§ Task objective
Begin at the top of the entries below and write out every line through the one containing "M0,0H39L18,27L0,14Z", excluding pictures.

§ Available records
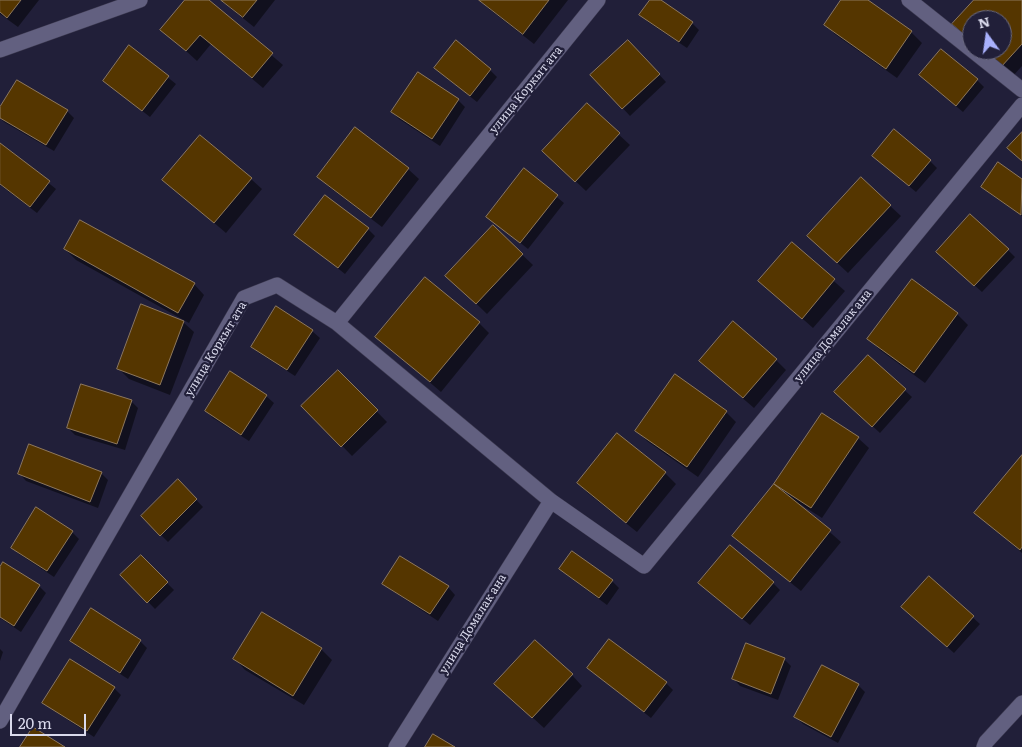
<!DOCTYPE html>
<meta charset="utf-8">
<style>
body{margin:0}
#map{position:relative;width:1022px;height:747px;overflow:hidden;background:#211f39;font-family:Literata,serif}
canvas{display:block}
.north{position:absolute;left:962px;top:10px;width:50px;height:50px;box-sizing:border-box;background:#211f39;border:1px solid #6b6a81;border-radius:50%;rotate:346deg;font-size:14px;font-weight:700;line-height:20px;text-align:center;color:#dadaec}
.north::after{content:'';display:block;margin:auto;width:18px;height:22px;background:#a8b0fc;clip-path:polygon(50% 0,100% 100%,50% 72%,0 100%)}
.scale{position:absolute;left:10px;top:714px;width:76px;height:22px;box-sizing:border-box;border:2px solid #dadaec;border-top:0;padding-left:6px;font-size:15px;line-height:18px;white-space:nowrap;color:#dadaec;-webkit-text-stroke:4px #211f39;paint-order:stroke}
</style>
<div id="map">
<canvas width="1022" height="747"></canvas>
<div class="north">N</div>
<div class="scale">20 m</div>
</div>
<script>
const g = document.querySelector('canvas').getContext('2d');
g.lineJoin = 'round';
function fill(path, color) {
  g.fillStyle = color;
  g.fill(path, 'evenodd');
}
function trace(path, color, width, dash) {
  g.strokeStyle = color;
  g.lineWidth = width;
  g.lineCap = dash ? 'butt' : 'round';
  g.setLineDash(dash || []);
  g.stroke(path);
}
function drawText(font, color, halo, rows, align = 'center') {
  g.font = font + ' Literata,serif';
  g.lineWidth = 4.5;
  g.setLineDash([]);
  g.textBaseline = 'middle';
  g.strokeStyle = halo;
  g.fillStyle = color;
  for (const [text, x, y, turn = 0] of rows) {
    g.save();
    g.translate(x, y);
    g.rotate((+turn || 0) * Math.PI / 180);
    g.textAlign = isNaN(turn) ? turn : align;
    if (halo) g.strokeText(text, 0, 0);
    g.fillText(text, 0, 0);
    g.restore();
  }
}
fill(new Path2D(`
 M0,0H39L18,27L0,14Z
 M186,0H207L283,65L263,88L211,44L197,61L162,29Z
 M220,0H275L254,27Z
 M480,0H568L534,44L489,9Z
 M651,0H659L692,23L699,30L687,48L648,22L641,15Z
 M843,0H866L911,32L922,43L897,78L836,35L825,25Z
 M976,0H1022V66L1012,77L982,50H1002V20H972Z
 M130,47L176,84L150,117L104,81Z
 M635,48L666,82L630,116L592,75Z
 M490,70L497,77L477,102L443,75Z
 M418,73L458,100L465,107L440,146L399,119L392,112Z
 M977,80L984,87L963,112L927,82Z
 M587,105L630,145L586,191L554,161Z
 M0,110L67,111L74,118L54,151L4,122L0,118Z
 M0,144L56,189L37,213L0,185Z
 M930,161L937,168L916,192L881,163Z
 M998,164L1022,180V216L990,194L983,187Z
 M408,169L419,179L382,227L329,187L319,177Z
 M524,170L564,203L528,249L488,217Z
 M251,179L262,189L226,233L164,180Z
 M861,179L901,216L848,273L819,246Z
 M493,227L533,265L487,314L458,286Z
 M368,229L375,236L345,274L296,235Z
 M792,244L845,291L813,328L760,281Z
 M65,249L194,284L204,295L189,323L76,260Z
 M1008,250L1015,257L982,292L945,259Z
 M912,281L957,314L968,325L925,383L880,350L869,339Z
 M183,322L194,332L170,395L129,379L118,368Z
 M479,323L489,333L441,392L377,337Z
 M312,331L320,338L295,376L259,353L252,346Z
 M868,357L912,397L880,433L843,399Z
 M776,360L786,370L754,408L711,371Z
 M338,372L387,422L352,456L303,406Z
 M266,396L274,403L249,441L213,418L206,411Z
 M131,401L138,408L125,450L75,435L68,428Z
 M726,412L736,422L698,477L647,441L637,431Z
 M617,435L665,473L676,484L637,532L589,494L578,483Z
 M858,438L869,448L822,518L800,504L799,505L841,542L801,591L745,546L734,536L775,485Z
 M1022,457V553L976,513Z
 M19,473H101L108,480L98,508L26,481Z
 M178,481L203,507L168,542L142,516Z
 M72,532L79,539L54,577L19,554L12,547Z
 M141,557L174,590L155,609L122,575Z
 M4,564L39,586L46,593L21,632L0,618V569Z
 M561,569L612,581L619,588L607,605L568,576Z
 M929,578L980,624L954,653L910,614Z
 M384,583L448,587L455,595L438,621L391,590Z
 M773,583L780,590L750,625L707,590Z
 M91,610L140,641L147,648L128,679L78,647L71,640Z
 M263,614L321,649L332,660L304,705L245,670L235,659Z
 M0,649L3,652L0,661Z
 M784,659L791,666L778,700L740,686L733,678Z
 M71,660L114,688L121,695L94,737L51,709L44,702Z
 M588,668L666,683L673,690L651,718Z
 M572,675L582,686L544,728L507,694Z
 M858,685L865,692L838,743L803,724L796,717Z`), '#0007');
const building = new Path2D(`
 M0,0H21L7,18L0,12Z
 M185,0H209L273,53L252,78L200,35L186,51L160,30Z
 M221,0H257L243,17Z
 M479,0H549L523,34Z
 M650,0H661L693,22L679,42L639,15Z
 M841,0H868L912,31L886,69L824,25Z
 M974,0H1022V44L1001,67L981,50H1002V20H972V42L952,24Z
 M456,40L491,69L470,96L434,68Z
 M628,40L660,74L622,109L590,75Z
 M129,45L169,76L142,111L103,81Z
 M941,49L978,79L956,106L919,75Z
 M418,72L459,99L432,139L391,112Z
 M17,80L68,110L46,145L0,118V107Z
 M587,103L620,133L575,182L542,151Z
 M355,127L409,168L371,218L317,177Z
 M894,129L931,160L909,186L872,156Z
 M1022,132V161L1007,148Z
 M200,135L252,178L214,223L162,180Z
 M0,143L50,181L30,207L0,184Z
 M998,162L1022,179L1021,215L981,187Z
 M524,168L558,195L520,243L486,217Z
 M861,177L891,205L837,263L807,236Z
 M325,195L369,228L338,268L294,235Z
 M970,214L1009,249L974,286L936,252Z
 M80,220L195,283L178,313L64,249Z
 M493,225L523,254L476,304L445,276Z
 M792,242L835,279L802,319L758,281Z
 M425,277L480,322L430,382L375,337Z
 M912,279L958,313L914,373L867,339Z
 M141,304L184,321L160,385L117,369Z
 M276,306L313,330L287,370L251,347Z
 M733,321L777,359L743,398L699,361Z
 M868,355L906,389L872,427L834,392Z
 M338,370L378,410L341,447L301,406Z
 M230,371L267,395L241,435L205,411Z
 M675,374L727,411L687,467L635,431Z
 M81,384L132,400L117,444L67,428Z
 M822,413L859,437L811,508L774,484Z
 M617,433L666,472L626,523L577,483Z
 M29,444L102,472L90,502L18,474Z
 M1022,455V547L1020,550L974,513Z
 M178,479L197,499L160,536L141,516Z
 M774,484L831,530L790,582L732,536Z
 M36,507L73,531L47,571L11,548Z
 M730,545L774,582L742,619L698,583Z
 M572,551L613,580L599,598L559,569Z
 M141,555L168,582L147,603L120,575Z
 M400,556L449,586L430,614L382,584Z
 M3,562L40,585L14,626L0,617V567Z
 M929,576L974,616L947,647L901,607Z
 M91,608L141,640L120,673L70,641Z
 M262,612L322,648L293,696L233,659Z
 M609,639L667,682L644,712L587,668Z
 M535,640L573,674L532,718L494,684Z
 M746,643L785,658L771,694L732,679Z
 M70,659L115,687L87,731L42,703Z
 M822,665L859,684L831,737L794,717Z
 M33,727L65,747H20Z
 M433,734L455,747H425Z`);
fill(building, '#553600');
trace(building, '#8e785c', 1);
const lane = new Path2D(`
 M909,0L1022,90`);
const street = new Path2D(`
 M0,50L140,0
 M337,323L551,501L644,566L1022,105
 M0,721L244,298L277,285L337,323L598,0
 M396,747L551,501
 M984,747L986,742L1022,703`);
trace(lane, '#3d3a50', 16);
trace(street, '#3d3a50', 16);
trace(lane, '#626080', 15);
trace(street, '#626080', 15);
drawText('12px', '#dadaec', '#211f39', [
 ["улица Коркыт ата",526,90,-51],
 ["улица Домалак ана",833,336,-51],
 ["улица Коркыт ата",216,349,-59],
 ["улица Домалак ана",473,624,-58]
]);
</script>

§ Result for this exercise
<!DOCTYPE html>
<meta charset="utf-8">
<style>
body{margin:0}
#map{position:relative;width:1022px;height:747px;overflow:hidden;background:#211f39;font-family:Literata,serif}
canvas{display:block}
.north{position:absolute;left:962px;top:10px;width:50px;height:50px;box-sizing:border-box;background:#211f39;border:1px solid #6b6a81;border-radius:50%;rotate:346deg;font-size:14px;font-weight:700;line-height:20px;text-align:center;color:#dadaec}
.north::after{content:'';display:block;margin:auto;width:18px;height:22px;background:#a8b0fc;clip-path:polygon(50% 0,100% 100%,50% 72%,0 100%)}
.scale{position:absolute;left:10px;top:714px;width:76px;height:22px;box-sizing:border-box;border:2px solid #dadaec;border-top:0;padding-left:6px;font-size:15px;line-height:18px;white-space:nowrap;color:#dadaec;-webkit-text-stroke:4px #211f39;paint-order:stroke}
</style>
<div id="map">
<canvas width="1022" height="747"></canvas>
<div class="north">N</div>
<div class="scale">20 m</div>
</div>
<script>
const g = document.querySelector('canvas').getContext('2d');
g.lineJoin = 'round';
function fill(path, color) {
  g.fillStyle = color;
  g.fill(path, 'evenodd');
}
function trace(path, color, width, dash) {
  g.strokeStyle = color;
  g.lineWidth = width;
  g.lineCap = dash ? 'butt' : 'round';
  g.setLineDash(dash || []);
  g.stroke(path);
}
function drawText(font, color, halo, rows, align = 'center') {
  g.font = font + ' Literata,serif';
  g.lineWidth = 4.5;
  g.setLineDash([]);
  g.textBaseline = 'middle';
  g.strokeStyle = halo;
  g.fillStyle = color;
  for (const [text, x, y, turn = 0] of rows) {
    g.save();
    g.translate(x, y);
    g.rotate((+turn || 0) * Math.PI / 180);
    g.textAlign = isNaN(turn) ? turn : align;
    if (halo) g.strokeText(text, 0, 0);
    g.fillText(text, 0, 0);
    g.restore();
  }
}
fill(new Path2D(`
 M0,0H39L18,27L0,14Z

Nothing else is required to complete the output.